Data hosting organizations that have upgraded their existing facilities to be more energy efficient may be eligible to earn money for the permanent reduction of their electric demand.
That’s because the data center industry’s recent push toward a more efficient and sustainable future comes at a serendipitous time when energy markets around the country are working to reduce demand via energy efficiency investments and to integrate distributed energy resources (DERs) onto their energy grids in an attempt to diversify their fuel mixes.
Right now and for the foreseeable future, grid operators and electric utilities in each of the nation’s six deregulated energy markets have created a wealth of incentive programs to encourage commercial and industrial organizations to invest in energy efficiency and to monetize their generation capacity.
Energy Efficiency: Earn money for permanently reducing demand
Organizations that have recently upgraded their data center facilities by way of installing high-efficiency HVAC equipment, investing in more energy efficient IT technologies, improving airflow or data management and more may be eligible to earn money for their energy-reducing efforts.

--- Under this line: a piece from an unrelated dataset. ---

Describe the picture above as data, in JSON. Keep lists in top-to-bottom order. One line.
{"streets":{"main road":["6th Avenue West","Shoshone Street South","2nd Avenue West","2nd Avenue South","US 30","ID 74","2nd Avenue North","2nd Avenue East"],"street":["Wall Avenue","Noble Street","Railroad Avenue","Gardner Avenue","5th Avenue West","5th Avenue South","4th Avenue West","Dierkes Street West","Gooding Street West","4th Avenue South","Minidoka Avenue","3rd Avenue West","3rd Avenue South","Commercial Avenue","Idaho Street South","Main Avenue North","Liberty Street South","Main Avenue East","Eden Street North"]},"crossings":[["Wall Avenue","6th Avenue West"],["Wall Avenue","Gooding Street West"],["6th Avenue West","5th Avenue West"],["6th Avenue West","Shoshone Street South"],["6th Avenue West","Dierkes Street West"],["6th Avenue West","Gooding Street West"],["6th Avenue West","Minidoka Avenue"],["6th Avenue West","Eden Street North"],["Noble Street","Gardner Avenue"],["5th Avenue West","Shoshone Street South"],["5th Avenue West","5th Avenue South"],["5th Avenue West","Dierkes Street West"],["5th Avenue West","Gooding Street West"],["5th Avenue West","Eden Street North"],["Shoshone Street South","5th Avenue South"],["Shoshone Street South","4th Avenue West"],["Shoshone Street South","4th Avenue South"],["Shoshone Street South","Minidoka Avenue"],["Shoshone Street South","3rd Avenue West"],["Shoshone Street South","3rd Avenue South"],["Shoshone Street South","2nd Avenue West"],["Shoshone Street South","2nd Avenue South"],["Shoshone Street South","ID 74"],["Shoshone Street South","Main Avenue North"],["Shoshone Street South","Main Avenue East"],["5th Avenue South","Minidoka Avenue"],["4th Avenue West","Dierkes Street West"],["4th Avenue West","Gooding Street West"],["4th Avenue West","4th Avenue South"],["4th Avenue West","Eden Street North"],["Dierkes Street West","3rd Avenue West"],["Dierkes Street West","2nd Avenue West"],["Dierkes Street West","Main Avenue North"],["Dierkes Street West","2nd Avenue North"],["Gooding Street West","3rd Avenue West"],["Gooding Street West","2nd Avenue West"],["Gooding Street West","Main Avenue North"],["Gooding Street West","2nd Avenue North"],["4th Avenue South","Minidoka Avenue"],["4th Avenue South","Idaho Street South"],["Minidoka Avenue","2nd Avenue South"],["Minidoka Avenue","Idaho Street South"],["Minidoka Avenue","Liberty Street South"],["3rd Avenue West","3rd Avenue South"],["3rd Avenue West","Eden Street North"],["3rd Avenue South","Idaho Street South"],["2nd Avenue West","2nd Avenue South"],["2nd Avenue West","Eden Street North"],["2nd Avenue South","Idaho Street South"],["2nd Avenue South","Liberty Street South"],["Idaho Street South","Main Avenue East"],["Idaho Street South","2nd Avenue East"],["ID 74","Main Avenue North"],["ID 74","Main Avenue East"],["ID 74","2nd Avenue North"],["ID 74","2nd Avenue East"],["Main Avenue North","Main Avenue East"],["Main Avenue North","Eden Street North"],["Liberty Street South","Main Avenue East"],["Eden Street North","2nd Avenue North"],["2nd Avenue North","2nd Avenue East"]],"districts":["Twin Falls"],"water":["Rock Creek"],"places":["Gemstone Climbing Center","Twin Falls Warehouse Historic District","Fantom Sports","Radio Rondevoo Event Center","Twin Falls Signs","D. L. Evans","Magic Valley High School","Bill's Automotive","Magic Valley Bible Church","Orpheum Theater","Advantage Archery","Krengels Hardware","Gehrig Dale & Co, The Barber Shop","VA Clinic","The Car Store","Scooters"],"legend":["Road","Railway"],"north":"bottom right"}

Energy Efficiency (EE) is the permanent reduction of electrical demand through the installation of efficient systems, including improvements or upgrades to building infrastructure, mechanical systems, existing equipment or new devices.
In some energy markets in the US (PJM and New England, for example) organizations can earn money for these permanent reductions in demand by partnering with a licensed demand-side management company who can offer these “negawatts” (capacity from conservation rather than power generation) into the Independent System Operator’s (ISO) forward capacity market.
Many electric utilities offer incentives to organizations that have permanently reduced demand through energy efficiency projects. These opportunities create another revenue stream to either decrease project paybacks or allow for reinvestment for future projects.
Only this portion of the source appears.